If you’re a jazz fan in Charleston, you already have plenty to be thankful for. But this week especially, there’s a few more things to toss on the list.
On Tuesday, the Pour House is hosting a rare local performance by guitar virtuoso John Scofield who’s playing with the New Orleans pianist Jon Cleary on their first duet tour together along the East Coast.
Scofield has dedicated his life to jazz music, learning his instrument at age 11 in suburban Connecticut.
After studying music at Berklee College of Music, he hopped around a few different bands led by prominent musicians such as Charles Mingus and Gary Burton. The ultimate resume-builder came in the mid-’80s, when he toured and recorded with Miles Davis.
Since then, Scofield has developed a reputation for versatility, collaborating with jazz legends including Bill Frisell and Herbie Hancock, experimental jazz-rockers such as Medeski, Martin and Wood, and even jam band greats such as Phil Lesh and Warren Haynes.
In the meantime, he’s led countless bands and recorded more than 30 albums, one of them being the off-the-beaten-path gospel album called “Piety Street,” released in 2009. That’s where Cleary first came into the picture.
The album was recorded — you guessed it — on Piety Street in New Orleans. Scofield pieced together a band comprising mostly of New Orleans musicians, including funk guitarist George Porter Jr., who was a founder of The Meters; John Boutte, a singer known for his Big Easy roots; and two members of Bonnie Raitt’s band, drummer Ricky Fataar and Cleary, the masterful organist and keys player.
Cleary was born in England and raised in New Orleans, where he gained respect with his piano skills and a gritty yet sweet voice, not unlike another Crescent City legend, Dr. John.
Most of his work takes a deep-dive into the city’s R&B traditions, which is why Scofield chose him for the Piety Street project.
“I’ve been a Cleary fan for a long time.

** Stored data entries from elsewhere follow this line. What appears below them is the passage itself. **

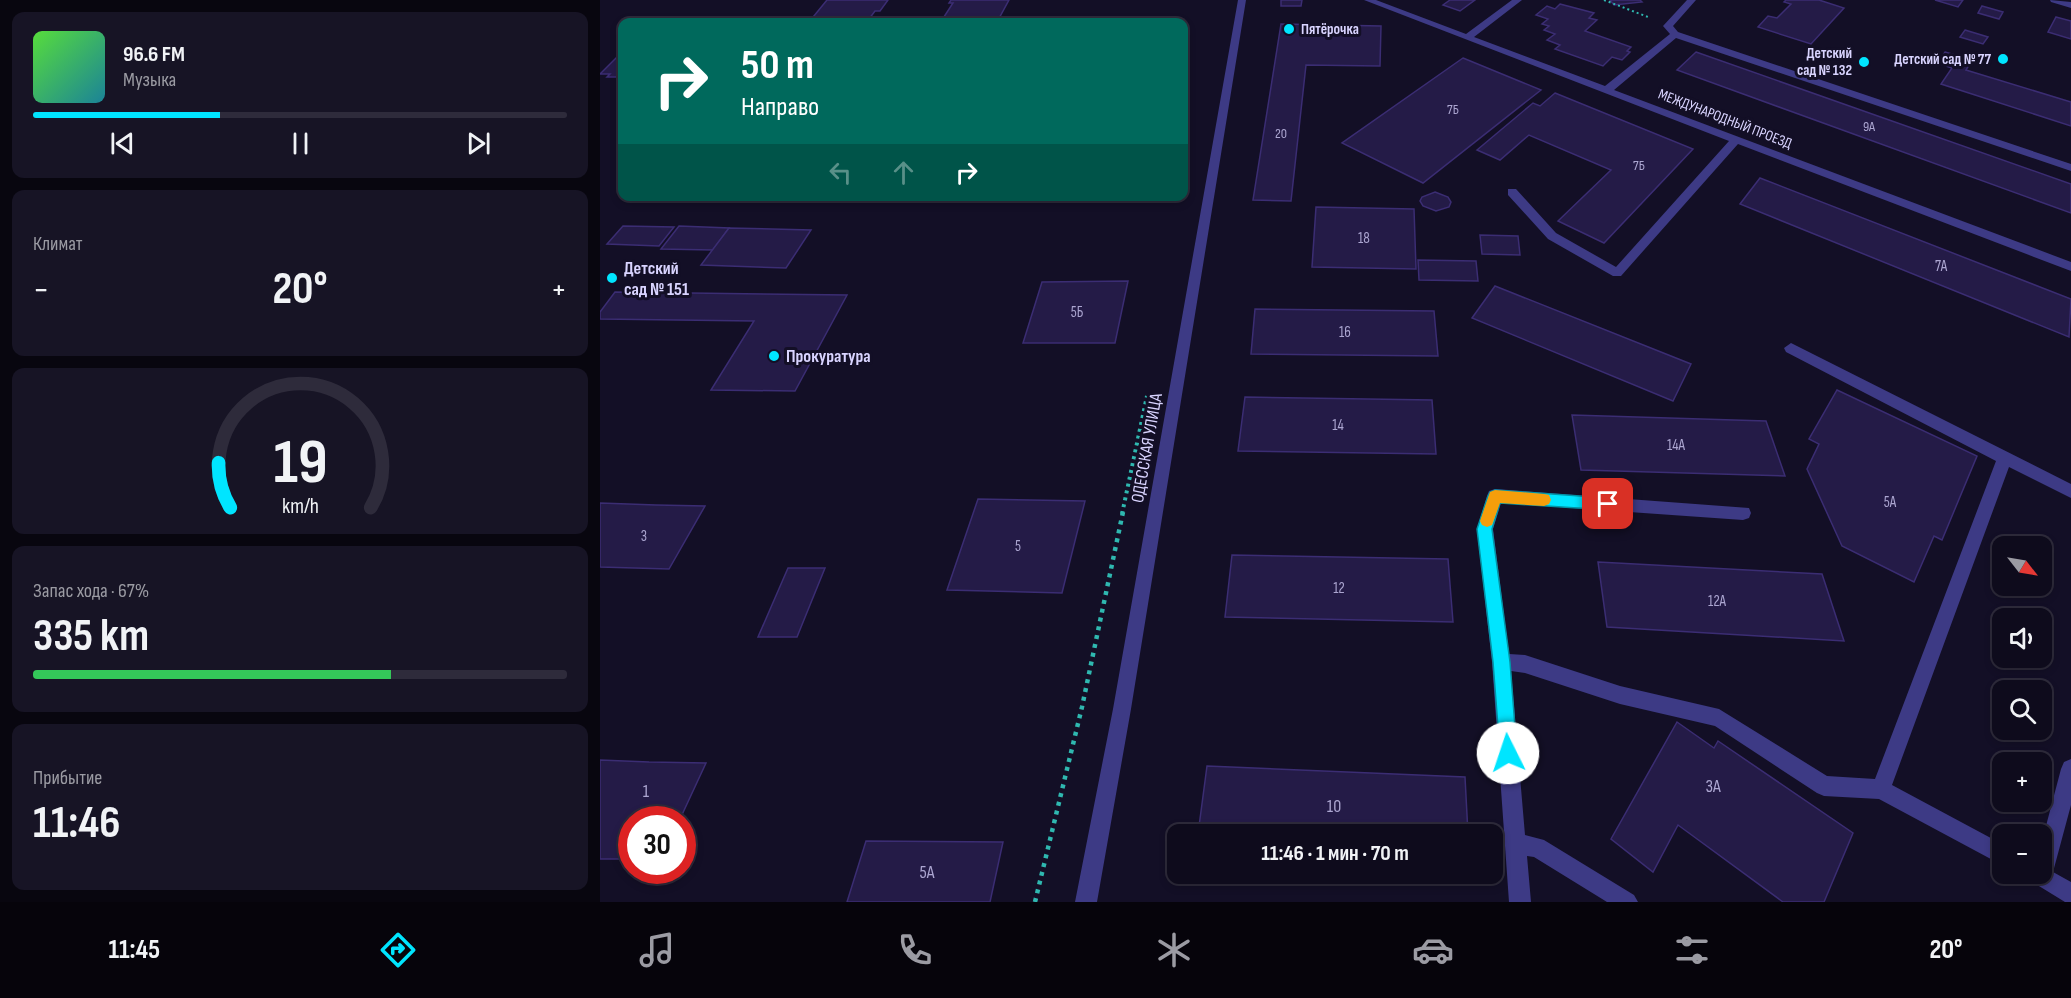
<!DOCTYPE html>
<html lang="ru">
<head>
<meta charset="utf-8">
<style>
  :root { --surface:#0e0b1c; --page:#171425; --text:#f1f3f6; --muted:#9b9ba3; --line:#2e2b3b; --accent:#00e5ff }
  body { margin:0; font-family:"Sofia Sans Condensed",sans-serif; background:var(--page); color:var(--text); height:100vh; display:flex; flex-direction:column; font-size:22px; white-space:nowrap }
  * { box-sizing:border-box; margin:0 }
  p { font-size:20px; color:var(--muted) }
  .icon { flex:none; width:33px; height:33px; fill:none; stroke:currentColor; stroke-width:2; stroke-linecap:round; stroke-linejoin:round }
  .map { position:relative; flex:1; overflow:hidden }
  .details { display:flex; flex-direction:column; gap:12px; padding:12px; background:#08060f; width:600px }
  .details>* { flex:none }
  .hud { position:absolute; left:18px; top:18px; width:570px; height:183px; border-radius:12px; box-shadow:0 3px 9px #0003,0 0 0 2px var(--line); background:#00695c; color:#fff; overflow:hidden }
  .needle { width:39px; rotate:121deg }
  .fabs { position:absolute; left:1392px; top:536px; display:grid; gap:12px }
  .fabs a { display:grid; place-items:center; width:60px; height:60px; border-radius:12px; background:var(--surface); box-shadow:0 3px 9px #0003,0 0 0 2px var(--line); font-size:30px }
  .speed { position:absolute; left:18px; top:806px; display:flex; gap:12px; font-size:30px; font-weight:700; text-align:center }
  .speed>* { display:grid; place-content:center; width:78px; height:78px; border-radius:50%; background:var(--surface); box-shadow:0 3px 9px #0003,0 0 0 2px var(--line); line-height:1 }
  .speed .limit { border:9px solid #d22; background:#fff; color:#111 }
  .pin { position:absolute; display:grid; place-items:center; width:51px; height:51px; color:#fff; margin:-26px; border-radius:12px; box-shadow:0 3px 9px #0006 }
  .me { position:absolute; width:66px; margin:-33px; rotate:356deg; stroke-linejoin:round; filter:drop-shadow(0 0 4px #0008) }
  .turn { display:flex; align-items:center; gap:21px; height:126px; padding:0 24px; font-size:27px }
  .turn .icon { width:78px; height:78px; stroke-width:2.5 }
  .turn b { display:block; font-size:42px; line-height:51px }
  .lanes { display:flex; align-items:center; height:57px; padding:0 24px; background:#0003; justify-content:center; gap:30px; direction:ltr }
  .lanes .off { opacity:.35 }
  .big { font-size:45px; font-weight:700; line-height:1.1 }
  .details .tile { flex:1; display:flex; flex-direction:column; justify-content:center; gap:9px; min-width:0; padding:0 21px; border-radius:12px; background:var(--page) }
  .details .dial { align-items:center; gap:0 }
  .dial svg { height:156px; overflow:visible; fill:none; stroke:var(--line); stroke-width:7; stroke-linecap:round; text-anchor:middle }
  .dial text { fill:var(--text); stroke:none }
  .song { display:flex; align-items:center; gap:18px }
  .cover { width:72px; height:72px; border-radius:9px; background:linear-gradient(135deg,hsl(110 70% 55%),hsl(190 70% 35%)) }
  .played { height:6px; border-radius:3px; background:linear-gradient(90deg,var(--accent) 35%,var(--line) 35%) }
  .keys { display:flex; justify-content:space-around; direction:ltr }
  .heat { display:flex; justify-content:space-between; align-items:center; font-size:33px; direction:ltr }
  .charge { height:9px; border-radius:4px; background:linear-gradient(90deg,#34c759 67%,var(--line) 0) }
  .trip { position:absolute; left:567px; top:824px; width:336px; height:60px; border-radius:12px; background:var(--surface); box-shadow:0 3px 9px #0003,0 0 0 2px var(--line); font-weight:700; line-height:60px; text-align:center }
  .tabs { display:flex; height:96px; justify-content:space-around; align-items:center; background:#06040b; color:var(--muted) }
  .tabs .icon { width:42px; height:42px }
  .tabs .on { color:var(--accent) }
  .tabs b { font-size:27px; color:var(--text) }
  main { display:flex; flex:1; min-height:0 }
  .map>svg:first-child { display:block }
  .building { fill:#241b47; stroke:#3b2d73; stroke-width:1.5 }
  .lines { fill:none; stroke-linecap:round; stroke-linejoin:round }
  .path-far2 { stroke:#2fb8b0; stroke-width:2; stroke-dasharray:2 3; stroke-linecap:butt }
  .path-far1 { stroke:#2fb8b0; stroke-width:4; stroke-dasharray:3 4; stroke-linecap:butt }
  .path { stroke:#2fb8b0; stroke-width:4.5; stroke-dasharray:4 5; stroke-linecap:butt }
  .minor { fill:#3d3a85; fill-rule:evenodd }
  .route { fill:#00e5ff; stroke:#0095a6; stroke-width:1.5 }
  .slow { fill:#f59e0b }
  .poi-dot { fill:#00e5ff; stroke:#130f26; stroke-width:2 }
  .labels { text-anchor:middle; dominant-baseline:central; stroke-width:6; stroke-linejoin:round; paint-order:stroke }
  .far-number-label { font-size:14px; fill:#aca6d1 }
  .far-poi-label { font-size:15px; font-weight:bold; fill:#d9d4ff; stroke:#130f26; text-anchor:end }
  .far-street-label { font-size:15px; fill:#d9d4ff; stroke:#130f26 }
  .number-label { font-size:15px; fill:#aca6d1 }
  .poi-label { font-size:18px; font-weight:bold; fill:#d9d4ff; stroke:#130f26; text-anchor:start }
  .street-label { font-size:18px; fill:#d9d4ff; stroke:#130f26 }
  .near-number-label { font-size:18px; fill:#aca6d1 }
</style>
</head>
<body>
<main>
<section class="details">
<div class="tile">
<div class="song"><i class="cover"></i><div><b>96.6 FM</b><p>Музыка</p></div></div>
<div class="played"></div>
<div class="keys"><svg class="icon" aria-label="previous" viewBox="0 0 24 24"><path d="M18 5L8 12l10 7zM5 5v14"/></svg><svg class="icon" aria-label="pause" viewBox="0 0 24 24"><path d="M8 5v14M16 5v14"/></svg><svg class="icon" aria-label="next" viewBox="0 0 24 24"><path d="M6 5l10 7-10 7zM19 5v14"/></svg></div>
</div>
<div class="tile"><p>Климат</p>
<div class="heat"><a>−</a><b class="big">20°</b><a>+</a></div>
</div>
<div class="tile dial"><svg viewBox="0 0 100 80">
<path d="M14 69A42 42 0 1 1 86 69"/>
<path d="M14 69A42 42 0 0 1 8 46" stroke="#00e5ff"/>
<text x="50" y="56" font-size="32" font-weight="700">19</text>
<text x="50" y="72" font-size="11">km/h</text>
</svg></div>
<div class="tile"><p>Запас хода · 67%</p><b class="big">335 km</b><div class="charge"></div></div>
<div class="tile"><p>Прибытие</p><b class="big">11:46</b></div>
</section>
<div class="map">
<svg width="1471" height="902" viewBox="0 0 1471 902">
  <rect width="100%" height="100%" fill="#130f26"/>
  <g class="building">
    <path d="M227,0H288L280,11H275L269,19L342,20L353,3H349L351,0H409L397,22H209Z"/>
    <path d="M681,0H702L701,6H681Z"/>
    <path d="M850,0H875L860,11L843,5Z"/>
    <path d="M1010,0H1040L1042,2L1014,5Z"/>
    <path d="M1186,0H1219L1244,8L1211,44L1158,27L1168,16L1177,18L1191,4L1184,2Z"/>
    <path d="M1335,0H1363L1358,7Z"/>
    <path d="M960,4L994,13L989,18L997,20L985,31L1031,47L1027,51L1030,52L1022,60L1012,57L1003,66L955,49L960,45L947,40L955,34L944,30L949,26L942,24L948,19L936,15L947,6L955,9Z"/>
    <path d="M1382,6L1403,12L1399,19L1378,13Z"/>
    <path d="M1456,17L1471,21V39L1448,32Z"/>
    <path d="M681,24L781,26L780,66L706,65L691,201L653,200Z"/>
    <path d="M1365,30L1388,37L1383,44L1360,37Z"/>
    <path d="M22,52V77H7L10,74H0Z"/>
    <path d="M1096,52L1471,184V213L1077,70Z"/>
    <path d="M1345,52L1372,60L1366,70L1471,102V126L1341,84L1352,68L1337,63Z"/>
    <path d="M863,58L941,90L823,183L742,143Z"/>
    <path d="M955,93L1093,149L1004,243L958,221L1011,170L929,135L900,160L877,150L933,103L940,106Z"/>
    <path d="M1160,178L1471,299L1469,337L1140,204Z"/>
    <path d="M835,192L848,197L851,202L849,207L836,211L823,206L820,201L822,197Z"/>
    <path d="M716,207L814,209L816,269L712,267Z"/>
    <path d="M23,226L74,227L59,246L7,244Z"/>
    <path d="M79,226L129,228L113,250L61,249Z"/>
    <path d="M129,228L211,230L186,268L101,265Z"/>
    <path d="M880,235L918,236L920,255L882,254Z"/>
    <path d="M818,260L876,261L878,281L819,280Z"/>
    <path d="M528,281L515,343H423L442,282Z"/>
    <path d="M895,286L1091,364L1073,401L872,318Z"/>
    <path d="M15,292L247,295L195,391L111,390L154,321L0,319V312Z"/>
    <path d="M655,309L834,311L838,356L651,354Z"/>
    <path d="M1237,390L1377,456L1342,540L1334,536L1314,582L1242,546L1207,469L1219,444L1209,439Z"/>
    <path d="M645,397L832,400L836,454L638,451Z"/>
    <path d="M972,415L1166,421L1185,476L981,470Z"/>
    <path d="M378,499L485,501L462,593L347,590Z"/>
    <path d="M0,503L56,505L105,506L69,569L0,567Z"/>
    <path d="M632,555L848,559L853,622L625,617Z"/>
    <path d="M998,562L1222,574L1244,641L1007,627Z"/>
    <path d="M188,568H225L197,637H158Z"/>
    <path d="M1077,722L1114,748L1118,741L1253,833L1224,902H1183L1078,825L1053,872L1011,839Z"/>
    <path d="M0,760L49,762L106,763L80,819H32V859H0Z"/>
    <path d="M607,766L865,777L868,834H598Z"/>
    <path d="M266,841L403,842L390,902H247Z"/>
  </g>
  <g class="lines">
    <path class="path-far2" d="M1004,0L1048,17"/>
    <path class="path-far1" d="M522,514L547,396"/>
    <path class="path" d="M435,902L482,707L523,512"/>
    <g class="minor">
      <path d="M638,0H646L531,709L497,902H475L513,709Z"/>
      <path d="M764,0H776L866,34L912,0H922L874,37L1005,86L1070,34L1063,26L1087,0H1096L1073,26L1078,32L1471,164V171L1076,38L1014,90L1471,262V271L1138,144L1021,276H1013L948,239L908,195V189H916L956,233L1016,267L1129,141Z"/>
      <path d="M1450,0L1471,2V8L1451,2Z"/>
      <path d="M1191,343L1471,484V498L1409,467L1292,785L1402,844V865L1279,799L1224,796L1217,793L1115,726L1020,704L925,673L911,671L925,835L944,840L1034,895L1038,902H1007L934,857L927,856L931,902H909L892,662L877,529L887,496L889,491L895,489L1149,508L1151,513L1149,518L1143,520L901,503L893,529L909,654L925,655L1020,686L1119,709L1227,776L1275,779L1396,461L1186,352L1184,348Z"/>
      <path d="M1471,759V805L1453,872L1471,882V902H1465L1429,880L1426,873H1442V841L1461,769L1464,762Z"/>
    </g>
  </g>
  <path class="route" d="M895,490L1008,498L1013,500L1015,504L1013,508L1008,510L900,503L892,529L910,662L917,753L914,759L908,762L902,759L900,753L893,662L877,529L888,496L890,492Z"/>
  <path class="slow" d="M895,490L944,494L949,495L951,500L949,504L944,506L900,503L892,525L887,527L882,525L880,521L890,492Z"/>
  <g class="poi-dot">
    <circle cx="689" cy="29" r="6"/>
    <circle cx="1403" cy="59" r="6"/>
    <circle cx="1264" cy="62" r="6"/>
    <circle cx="12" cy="278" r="6"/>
    <circle cx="174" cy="356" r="6"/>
  </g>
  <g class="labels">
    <g class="far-number-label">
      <text x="853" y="109">7Б</text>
      <text x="1269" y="126">9А</text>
      <text x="681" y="133">20</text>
      <text x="1039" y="165">7Б</text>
    </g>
    <g class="far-poi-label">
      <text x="701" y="29" text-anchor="start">Пятёрочка</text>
      <text x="1252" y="53">Детский<tspan x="1252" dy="17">сад № 132</tspan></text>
      <text x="1391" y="59">Детский сад № 77</text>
    </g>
    <g class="far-street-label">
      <text transform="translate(1125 119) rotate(21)">МЕЖДУНАРОДНЫЙ ПРОЕЗД</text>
    </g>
    <g class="number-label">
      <text x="764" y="238">18</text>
      <text x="1341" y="266">7А</text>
      <text x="477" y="312">5Б</text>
      <text x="745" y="332">16</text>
      <text x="738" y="425">14</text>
      <text x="1076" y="445">14А</text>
      <text x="1290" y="502">5А</text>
      <text x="44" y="536">3</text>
      <text x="418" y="546">5</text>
      <text x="739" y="588">12</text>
      <text x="1117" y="601">12А</text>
    </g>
    <g class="poi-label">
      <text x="24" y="268">Детский<tspan x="24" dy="21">сад № 151</tspan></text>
      <text x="186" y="356">Прокуратура</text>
    </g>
    <g class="street-label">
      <text transform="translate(547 448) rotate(-80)">ОДЕССКАЯ УЛИЦА</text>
    </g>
    <g class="near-number-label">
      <text x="1113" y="786">3А</text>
      <text x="46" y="791">1</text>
      <text x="734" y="806">10</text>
      <text x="327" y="872">5А</text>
    </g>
  </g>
</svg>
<div class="fabs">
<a><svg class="needle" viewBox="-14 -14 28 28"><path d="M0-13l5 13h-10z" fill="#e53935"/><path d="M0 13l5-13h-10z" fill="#9b9ba3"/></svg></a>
<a><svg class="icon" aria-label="sound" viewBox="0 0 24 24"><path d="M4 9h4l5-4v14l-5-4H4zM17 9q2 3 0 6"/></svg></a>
<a><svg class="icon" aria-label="search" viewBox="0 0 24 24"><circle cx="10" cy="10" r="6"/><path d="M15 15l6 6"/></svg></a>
<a>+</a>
<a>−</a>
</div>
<div class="speed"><div class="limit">30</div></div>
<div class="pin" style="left:1008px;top:504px;background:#d93025"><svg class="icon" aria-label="arrive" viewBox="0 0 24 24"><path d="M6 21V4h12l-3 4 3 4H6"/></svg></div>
<svg class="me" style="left:908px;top:753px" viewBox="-20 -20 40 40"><circle r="19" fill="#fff"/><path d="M0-13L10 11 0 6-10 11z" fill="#00e5ff"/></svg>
<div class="trip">11:46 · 1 мин · 70 m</div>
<div class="hud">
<div class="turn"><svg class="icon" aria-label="right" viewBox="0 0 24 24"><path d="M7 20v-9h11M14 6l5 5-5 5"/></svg><div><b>50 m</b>Направо</div></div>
<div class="lanes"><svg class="icon off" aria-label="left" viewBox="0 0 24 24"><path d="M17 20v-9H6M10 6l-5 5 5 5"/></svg><svg class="icon off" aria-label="ahead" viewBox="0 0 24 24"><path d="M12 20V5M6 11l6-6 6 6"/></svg><svg class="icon" aria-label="right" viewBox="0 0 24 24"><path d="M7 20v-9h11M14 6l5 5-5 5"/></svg></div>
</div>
</div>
</main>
<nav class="tabs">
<b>11:45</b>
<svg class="icon on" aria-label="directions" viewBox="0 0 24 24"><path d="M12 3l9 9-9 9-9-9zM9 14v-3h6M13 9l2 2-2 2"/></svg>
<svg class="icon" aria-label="music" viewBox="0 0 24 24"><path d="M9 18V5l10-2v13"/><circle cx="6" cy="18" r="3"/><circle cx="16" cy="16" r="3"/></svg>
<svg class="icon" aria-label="phone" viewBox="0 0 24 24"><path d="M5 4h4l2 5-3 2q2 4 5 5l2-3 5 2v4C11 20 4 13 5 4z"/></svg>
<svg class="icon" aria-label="climate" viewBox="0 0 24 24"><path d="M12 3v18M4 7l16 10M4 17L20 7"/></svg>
<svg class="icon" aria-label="car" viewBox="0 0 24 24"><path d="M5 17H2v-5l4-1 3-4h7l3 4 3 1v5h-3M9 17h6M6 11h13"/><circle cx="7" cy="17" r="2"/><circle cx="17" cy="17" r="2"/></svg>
<svg class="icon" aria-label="filters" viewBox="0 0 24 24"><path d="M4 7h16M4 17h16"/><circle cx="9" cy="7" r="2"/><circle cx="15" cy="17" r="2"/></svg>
<b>20°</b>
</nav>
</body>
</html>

I met him in New York in about 1990,” Scofield explained. “I’ve always loved New Orleans R&B myself ... and I wanted to make a record with New Orleans musicians and I already knew Jon, so he was on that, and he became one of the focal points of the record as one of the lead vocalists and the keyboard player.”
The band went on a nationwide tour after the album came out, but the two didn’t have a chance to play as a duo until last year when Soulive, a funk/jazz trio, invited them to perform at Bowlive, the band’s collaborative series at Brooklyn Bowl.
“And then we thought, ‘wow, this is great’ and we decided to work up this act,” Scofield said. “We had always played together in a full band with a rhythm section. But what really got me going was playing with Cleary because he has this New Orleans piano style that’s very percussive and it’s like a whole band. It’s very orchestral. ... So, I can just play my guitar stuff along with that. It’s really great, it’s like a conversation with two guys.”
They went on tour in Europe this year and recently embarked on an East Coast run. Scofield said they’ve mostly been playing old R&B songs from the ’50s and jazz standards that they’ve “New Orlean-ized,” as he put it.
“It’s some real funk, you know. And I play more bluesy because he’s super soulful and it brings that out of me,” Scofield said. “My background is more straight-ahead modern jazz ... so it’s a little bit of a special combination because we both come from different aspects of the same tree.”
Scofield said he’d like to record a duet album with Cleary at some point to capture that energy, but they’re not putting anything on the books just yet.
Their show at the Pour House is at 8:30 p.m. Tuesday, which begins with an opening set by local jazz players Lee Barbour and Gerald Gregory. Tickets are $25 in advance and $28 at the door. For more information, visit www.charlestonpourhouse.com/schedule.
The Jazz Artists of Charleston announced the details of the second annual Charleston Jazz Festival this week.
The weekend-long event runs Jan. 22-24 and will offer a variety of performances by locals and a few jazz greats at the Gaillard Center, the Sottile Theatre, Woolfe Street Playhouse, and Barsa Tapas & Lounge.
One highlight of the festival is the headlining performance by Arturo Sandoval, a 10-time Grammy Award-winning trumpeter from Cuba, at the Gaillard Center.
Diane Schuur, an American jazz singer and pianist with two Grammy Awards under her belt, will perform an opening set with the Charleston Jazz Orchestra.
Other participants include Frank Duvall Quartet, Kevin Patton Quartet, Gino Castillo Quartet, as well as the first-ever performance of the brand-new Charleston All-Star Youth Jazz Orchestra led by CJO trumpeter and longtime music educator Stephen Berry.
“One of the joys of producing the Charleston Jazz Festival is that we get to bring in big-name talent like Arturo Sandoval and Diane Schuur while also creating a space for our local jazz musicians to shine,” said Mary Beth Natarajan, executive director of the Jazz Artists of Charleston. “Our goal is to keep growing this festival so Charleston becomes as well known for jazz as it is for its great food and storied history.”
Tickets and a full schedule of events are available at www.chasjazzfestival.com.